PHOENIX — A spat between ranchers and Native American tribes is threatening to torpedo a special panel which seeks to keep construction projects from damaging tribal remains and antiquities.
On Jan. 14, members of the House Committee on Natural Resources, Energy and Water refused to recommend that the Arizona Archaeological Commission be allowed to remain in existence for another three years. That followed complaints from ranching interests that the commission was needlessly holding up projects and requiring landowners to do more than required under federal law.
Without affirmative action of the Legislature the commission will cease to exist later this year.
By Jan. 15, somewhat cooler heads prevailed, with Rep. Gail Griffin, R-Hereford, introducing legislation to allow the commission to continue – but for only one more year. Griffin said that will give lawmakers a chance to see if the commission can change the way it operates to better take into account the concerns of rural landowners.
The dust-up has created concerns among some Native American leaders who fear what might happen with any effort to interfere with what the commission does.
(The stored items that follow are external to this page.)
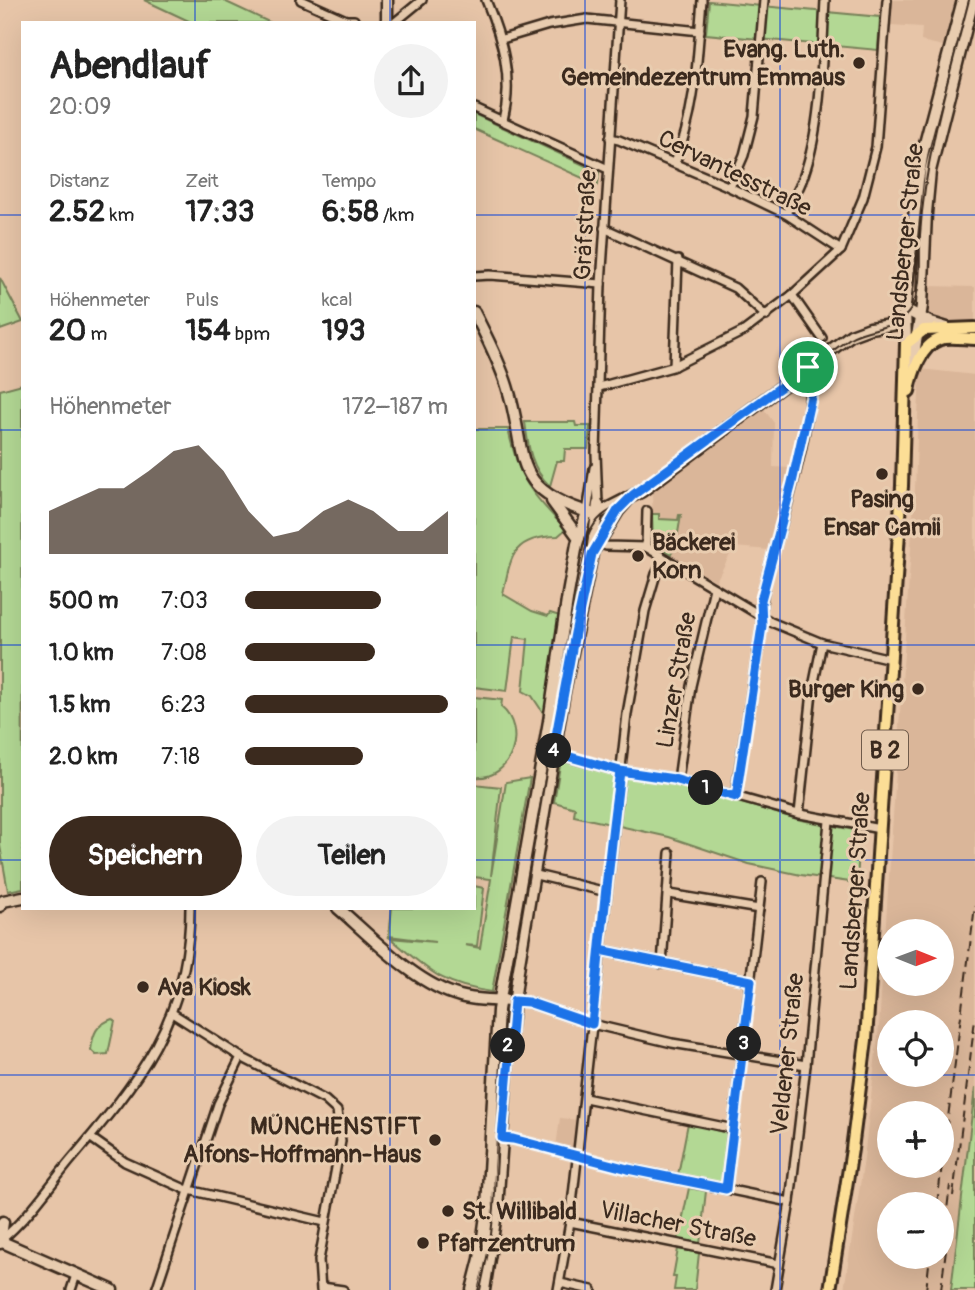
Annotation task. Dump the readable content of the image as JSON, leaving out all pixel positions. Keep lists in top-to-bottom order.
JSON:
{
  "streets": {
    "main road": ["Landsberger Straße", "B 2"],
    "street": [
      "Cervantesstraße",
      "Gräfstraße",
      "Linzer Straße",
      "Veldener Straße",
      "Villacher Straße"
    ]
  },
  "crossings": [
    ["Cervantesstraße", "Gräfstraße"],
    ["Landsberger Straße", "B 2"],
    ["Veldener Straße", "Villacher Straße"]
  ],
  "places": [
    "Evang. Luth. Gemeindezentrum Emmaus",
    "Pasing Ensar Camii",
    "Bäckerei Korn",
    "Burger King",
    "Ava Kiosk",
    "MÜNCHENSTIFT Alfons-Hoffmann-Haus",
    "St. Willibald",
    "Pfarrzentrum"
  ],
  "north": "right",
  "page": {
    "heading": ["Abendlauf", "20:09"],
    "stats": [
      ["Distanz", "2.52 km"],
      ["Zeit", "17:33"],
      ["Tempo", "6:58 /km"],
      ["Höhenmeter", "20 m"],
      ["Puls", "154 bpm"],
      ["kcal", "193"]
    ],
    "chart": ["Höhenmeter", "172–187 m"],
    "list": [
      {
        "name": "500 m",
        "note": "7:03"
      },
      {
        "name": "1.0 km",
        "note": "7:08"
      },
      {
        "name": "1.5 km",
        "note": "6:23"
      },
      {
        "name": "2.0 km",
        "note": "7:18"
      }
    ],
    "pins": [
      "4",
      "1",
      "3",
      "2"
    ],
    "buttons": ["Speichern", "Teilen"],
    "map_buttons": ["+", "−"]
  }
}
Ned Norris Jr., chairman of the Tohono O’odham Nation, said while tribes are now confined to reservation lands there are “ancestral remains’’ throughout the state. He said changes would have “a very detrimental effect on our ability to ensure there is a process, and to ensure there is a requirement for the protection of those archaeological artifacts and human remains that may be identified as a result of someone plowing through or constructing on a piece of property.’’
At the heart of the fight is the commission, created by lawmakers in 1985 to combat what was seen as rampant looting.
Part of its job is public education. But in its role as advisory to the State Historic Preservation Office it works to ensure that all state and federal laws are followed when it comes to construction and digging in places likely to turn up antiquities.
Frustrations by ranchers affected by the commission boiled over in 2018 when the Legislature voted to require a “streamlined’’ procedure for dealing with what happens when someone wants to dig for things like water lines and fences, and, more important, when something turns up.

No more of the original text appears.